We used to live in tribes and groups, dependent on one another for basic needs like food and water collection. Not long ago, we all slept together in caves. A baby wouldn’t leave its mother’s side until a much later age. Babies would spend all day with their mothers or another caregiver, feeling the softness and warmth of human touch.
Our babies are in cribs in their own rooms in our modern age, sometimes from day one. We are busy, distracted, and a deep energetic connection with your newborn might not be as natural as it used to be.
Since most of our basic necessities are quickly and easily accessed these days, we are not dependent on our tribe to survive. Commonly, humans live years or even decades by themselves. Yet, less than a century ago, such isolation was unheard of and impossible.
Emotional Bonds and Psychological Experiments
The groundbreaking Still Face Experiment, first presented by Dr. Edward Tronick and colleagues in 1975, showed that a child feels some form of abandonment almost immediately if its mother disengages or withdraws. Dr. Tronick states that after three minutes of attempted interaction with an expressionless mother, a child “rapidly sobers and grows wary. He makes repeated attempts to get the interaction into its usual reciprocal pattern. When these attempts fail, the infant withdraws [and] orients his face and body away from his mother with a withdrawn, hopeless facial expression.”
In other words, when the mother is not present and not responsive, babies feel a sense of abandonment and even hopelessness. This sense of disconnection can bring about a feeling of fear and not feeling safe.
A Mother's Health and the Fantasy Bond
In “The Fantasy Bond,” Dr. Robert Firestone describes how when a mother leaves the room, babies in their crib will start making up stories, fantasies of connection, as a method of survival. The subconscious strategies are ways the infant begins to cope with the fact that mother and child cannot be physically together at all times. When these strategies evolve in a balanced way, they become a part of a healthy foundation.
The mother’s emotional health, her ability to be present, and the signals she sends when physically present create a nurturing bond and a feeling of safety that lasts when the baby is alone and will buffer the occasional physical separation. A mother who is emotionally mindful of her connection with her baby will have a better chance to create this bond successfully.
Unfortunately, if a parent is emotionally unavailable and is struggling in some way with less ability to be present and nurturing, the baby may be left feeling even more unsettled, unsafe, and anxious when left alone. Subconscious stories might develop, such as a belief that if the parent leaves the room, the parent no longer exists, which will cause great distress.
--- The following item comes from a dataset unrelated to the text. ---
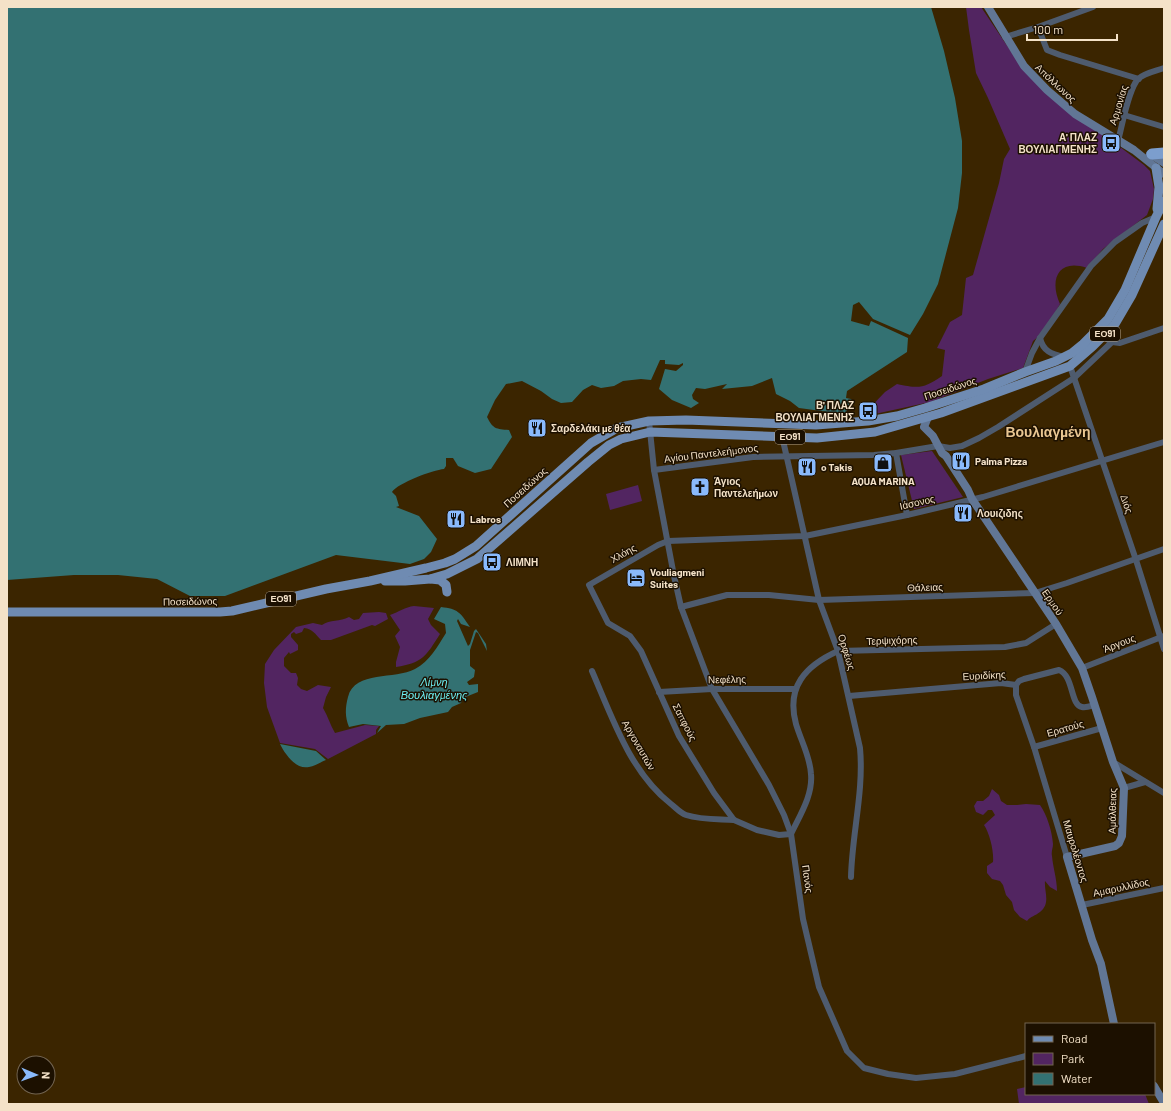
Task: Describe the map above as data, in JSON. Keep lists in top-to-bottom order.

As Children Age: Parental Guidance and Emotional Health
As children get older, depending on how their needs were met in infancy, their need for connection will continue in various ways. As they get older, the direction we guide them is up to us. Toddlers are still in a prime, open state of searching for connection, always excited when their mother comes home. They want to show you what they’re doing, to play with you. They want to be with you and interact in any way they can.
As parents, it’s important to know that children are watching. What can we do to show them how to feel connected to a part of a larger whole? What can we do with our time to make our children feel close to us? Are we coming home from stressful days and automatically pouring a glass of wine, putting on the TV, and scrolling through our emails? Or, are we sitting down with our families to talk about the day, snuggling and reading a book, or spending time together on the couch? Be mindful of what you are doing to unwind and replenish yourself. The way you care for yourself is how your children will think it is done too.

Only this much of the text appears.